» Task objective
Within the records that follow, count the lines containing the string "check". Reply only with the count.

------------------------

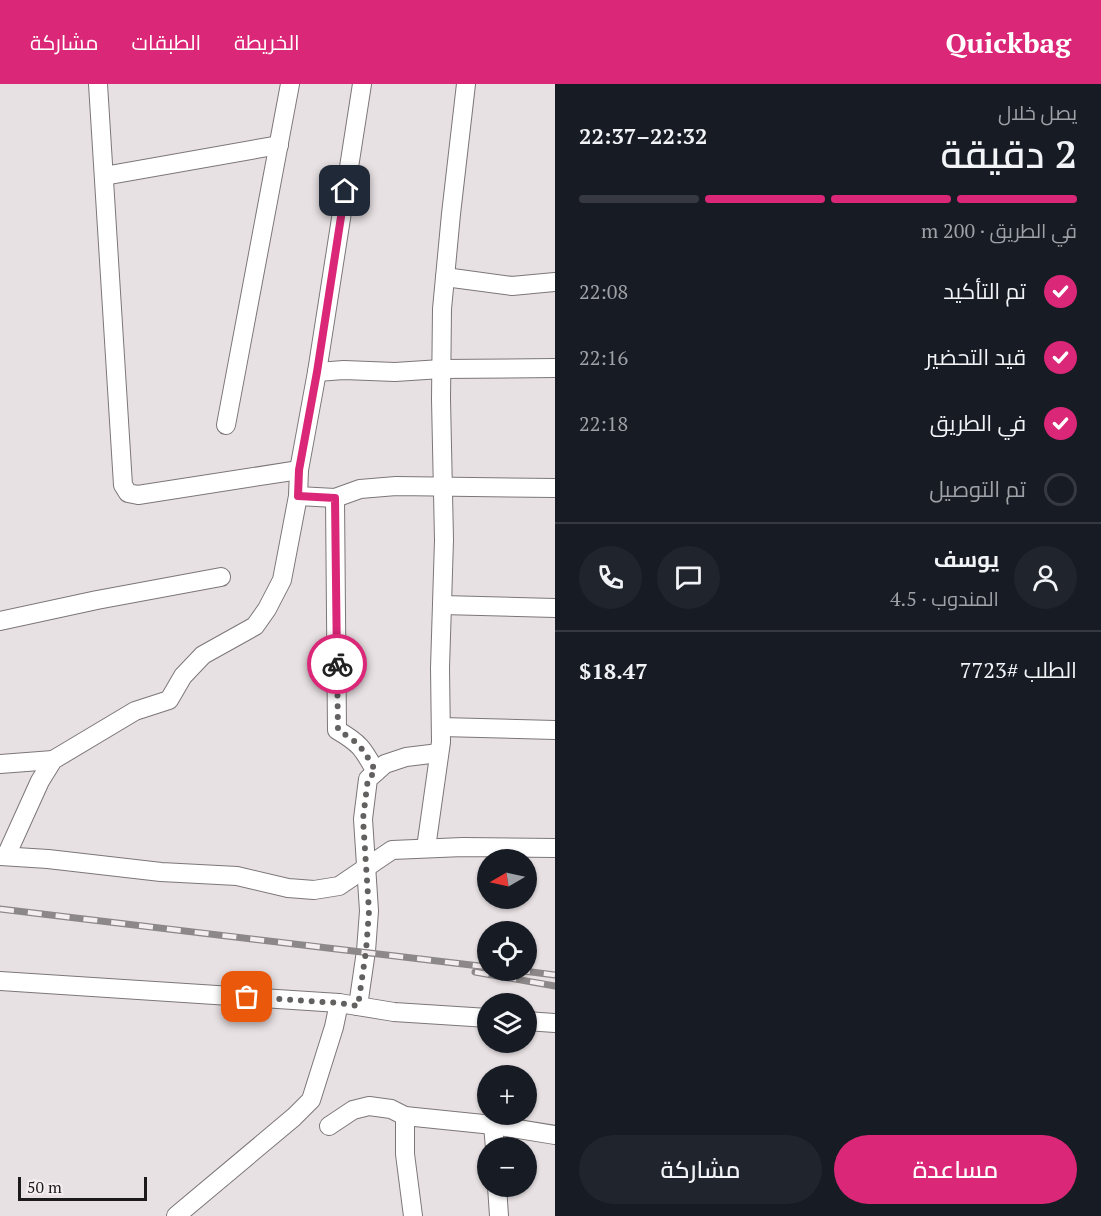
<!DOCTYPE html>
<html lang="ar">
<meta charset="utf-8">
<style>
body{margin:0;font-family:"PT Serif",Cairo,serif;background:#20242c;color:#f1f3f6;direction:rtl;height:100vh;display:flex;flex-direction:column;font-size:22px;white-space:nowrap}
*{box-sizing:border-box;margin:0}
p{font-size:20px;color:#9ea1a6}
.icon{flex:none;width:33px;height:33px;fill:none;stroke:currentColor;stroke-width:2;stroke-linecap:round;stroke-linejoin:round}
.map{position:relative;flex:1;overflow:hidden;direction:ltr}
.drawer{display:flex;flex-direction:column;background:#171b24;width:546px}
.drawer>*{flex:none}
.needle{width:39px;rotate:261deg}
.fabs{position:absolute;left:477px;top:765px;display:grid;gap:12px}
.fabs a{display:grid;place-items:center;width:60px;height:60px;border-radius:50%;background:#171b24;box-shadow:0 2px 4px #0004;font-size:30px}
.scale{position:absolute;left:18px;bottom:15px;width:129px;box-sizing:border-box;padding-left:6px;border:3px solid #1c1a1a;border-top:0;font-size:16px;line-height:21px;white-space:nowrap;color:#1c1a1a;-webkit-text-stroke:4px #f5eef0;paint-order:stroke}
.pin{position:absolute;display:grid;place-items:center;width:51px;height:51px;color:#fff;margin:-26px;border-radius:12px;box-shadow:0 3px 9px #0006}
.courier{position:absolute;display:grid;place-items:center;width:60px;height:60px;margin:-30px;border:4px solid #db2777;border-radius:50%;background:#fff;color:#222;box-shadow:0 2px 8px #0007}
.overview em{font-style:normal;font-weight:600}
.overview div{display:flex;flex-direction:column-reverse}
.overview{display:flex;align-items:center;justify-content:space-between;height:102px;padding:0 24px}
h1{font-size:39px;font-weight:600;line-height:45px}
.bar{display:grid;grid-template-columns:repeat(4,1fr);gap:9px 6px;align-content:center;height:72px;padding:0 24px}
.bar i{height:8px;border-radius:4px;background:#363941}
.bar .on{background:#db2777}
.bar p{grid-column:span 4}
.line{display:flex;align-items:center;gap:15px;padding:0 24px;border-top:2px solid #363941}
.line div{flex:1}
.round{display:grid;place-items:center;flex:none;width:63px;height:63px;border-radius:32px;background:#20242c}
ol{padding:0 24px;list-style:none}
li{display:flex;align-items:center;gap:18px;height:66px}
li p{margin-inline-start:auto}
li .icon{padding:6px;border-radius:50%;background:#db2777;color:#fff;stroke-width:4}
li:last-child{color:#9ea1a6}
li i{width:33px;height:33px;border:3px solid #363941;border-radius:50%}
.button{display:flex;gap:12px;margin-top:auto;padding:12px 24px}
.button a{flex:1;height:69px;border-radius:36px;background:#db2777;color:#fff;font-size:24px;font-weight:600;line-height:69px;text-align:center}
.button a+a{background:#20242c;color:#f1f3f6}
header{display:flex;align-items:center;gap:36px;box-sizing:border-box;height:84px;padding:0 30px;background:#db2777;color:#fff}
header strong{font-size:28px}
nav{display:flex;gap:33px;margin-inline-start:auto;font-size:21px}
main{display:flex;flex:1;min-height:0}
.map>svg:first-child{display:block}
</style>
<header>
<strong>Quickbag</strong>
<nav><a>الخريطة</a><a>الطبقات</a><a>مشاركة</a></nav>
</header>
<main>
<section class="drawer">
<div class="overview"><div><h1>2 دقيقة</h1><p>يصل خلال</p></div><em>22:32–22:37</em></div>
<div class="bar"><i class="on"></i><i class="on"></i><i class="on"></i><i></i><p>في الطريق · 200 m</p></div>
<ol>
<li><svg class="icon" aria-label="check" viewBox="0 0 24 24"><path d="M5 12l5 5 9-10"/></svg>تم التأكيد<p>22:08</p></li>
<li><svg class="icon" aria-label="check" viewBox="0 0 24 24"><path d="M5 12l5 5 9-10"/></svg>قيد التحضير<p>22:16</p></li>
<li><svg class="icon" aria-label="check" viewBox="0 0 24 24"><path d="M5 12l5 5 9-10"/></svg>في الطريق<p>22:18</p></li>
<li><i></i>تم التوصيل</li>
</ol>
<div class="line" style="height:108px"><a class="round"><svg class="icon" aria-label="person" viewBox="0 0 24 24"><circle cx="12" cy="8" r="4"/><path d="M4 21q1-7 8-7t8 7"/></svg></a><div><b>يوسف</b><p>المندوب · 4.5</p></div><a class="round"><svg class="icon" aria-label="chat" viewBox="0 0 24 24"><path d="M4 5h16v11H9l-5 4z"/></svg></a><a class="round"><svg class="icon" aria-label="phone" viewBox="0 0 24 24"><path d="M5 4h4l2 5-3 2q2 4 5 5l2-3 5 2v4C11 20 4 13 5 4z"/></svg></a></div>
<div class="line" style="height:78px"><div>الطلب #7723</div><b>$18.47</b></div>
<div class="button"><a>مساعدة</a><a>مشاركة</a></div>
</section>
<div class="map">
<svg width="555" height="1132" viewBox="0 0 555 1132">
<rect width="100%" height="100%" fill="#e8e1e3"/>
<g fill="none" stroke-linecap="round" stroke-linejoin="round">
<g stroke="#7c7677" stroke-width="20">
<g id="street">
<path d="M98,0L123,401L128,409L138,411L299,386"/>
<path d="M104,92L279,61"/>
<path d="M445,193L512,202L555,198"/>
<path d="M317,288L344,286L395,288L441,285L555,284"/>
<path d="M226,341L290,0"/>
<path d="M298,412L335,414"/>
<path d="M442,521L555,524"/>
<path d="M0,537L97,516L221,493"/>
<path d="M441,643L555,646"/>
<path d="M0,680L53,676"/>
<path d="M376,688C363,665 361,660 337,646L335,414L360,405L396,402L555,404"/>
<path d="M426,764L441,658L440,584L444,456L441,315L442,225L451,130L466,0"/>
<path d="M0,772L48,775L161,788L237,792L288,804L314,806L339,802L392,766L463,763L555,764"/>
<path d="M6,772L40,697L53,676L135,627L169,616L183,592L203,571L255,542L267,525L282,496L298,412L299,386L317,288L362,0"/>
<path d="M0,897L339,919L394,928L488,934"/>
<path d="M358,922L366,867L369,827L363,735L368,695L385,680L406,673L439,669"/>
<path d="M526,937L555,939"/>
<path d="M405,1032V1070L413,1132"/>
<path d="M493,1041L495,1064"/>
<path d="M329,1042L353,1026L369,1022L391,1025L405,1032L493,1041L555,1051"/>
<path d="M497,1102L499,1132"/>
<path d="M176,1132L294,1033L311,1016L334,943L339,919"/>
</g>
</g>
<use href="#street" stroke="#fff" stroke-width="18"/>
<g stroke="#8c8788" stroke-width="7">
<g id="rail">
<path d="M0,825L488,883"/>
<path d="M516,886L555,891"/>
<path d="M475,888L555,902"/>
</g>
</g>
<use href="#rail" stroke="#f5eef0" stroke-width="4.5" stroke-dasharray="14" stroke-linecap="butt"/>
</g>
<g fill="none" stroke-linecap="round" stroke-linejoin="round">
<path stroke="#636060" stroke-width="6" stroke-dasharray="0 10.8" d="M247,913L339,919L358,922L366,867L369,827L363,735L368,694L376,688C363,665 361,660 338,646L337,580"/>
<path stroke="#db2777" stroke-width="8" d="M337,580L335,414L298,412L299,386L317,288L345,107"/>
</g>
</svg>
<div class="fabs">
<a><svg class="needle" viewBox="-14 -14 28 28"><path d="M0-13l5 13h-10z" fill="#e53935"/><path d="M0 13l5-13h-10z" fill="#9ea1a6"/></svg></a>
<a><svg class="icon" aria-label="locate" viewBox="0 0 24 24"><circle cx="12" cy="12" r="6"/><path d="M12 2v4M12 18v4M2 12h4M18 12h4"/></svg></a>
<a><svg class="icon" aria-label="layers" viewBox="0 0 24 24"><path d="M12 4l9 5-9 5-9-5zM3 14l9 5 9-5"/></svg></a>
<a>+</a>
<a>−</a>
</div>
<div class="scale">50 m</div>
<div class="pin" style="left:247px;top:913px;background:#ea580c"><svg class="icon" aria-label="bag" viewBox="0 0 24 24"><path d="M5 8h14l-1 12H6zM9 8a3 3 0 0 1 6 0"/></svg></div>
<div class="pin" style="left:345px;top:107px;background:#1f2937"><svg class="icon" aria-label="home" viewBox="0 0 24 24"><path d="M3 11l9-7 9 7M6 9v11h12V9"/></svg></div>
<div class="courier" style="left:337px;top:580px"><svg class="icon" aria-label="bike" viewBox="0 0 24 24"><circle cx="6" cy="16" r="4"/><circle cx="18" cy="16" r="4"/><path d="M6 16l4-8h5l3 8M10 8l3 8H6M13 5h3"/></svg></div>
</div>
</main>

------------------------

» Output for this exercise
3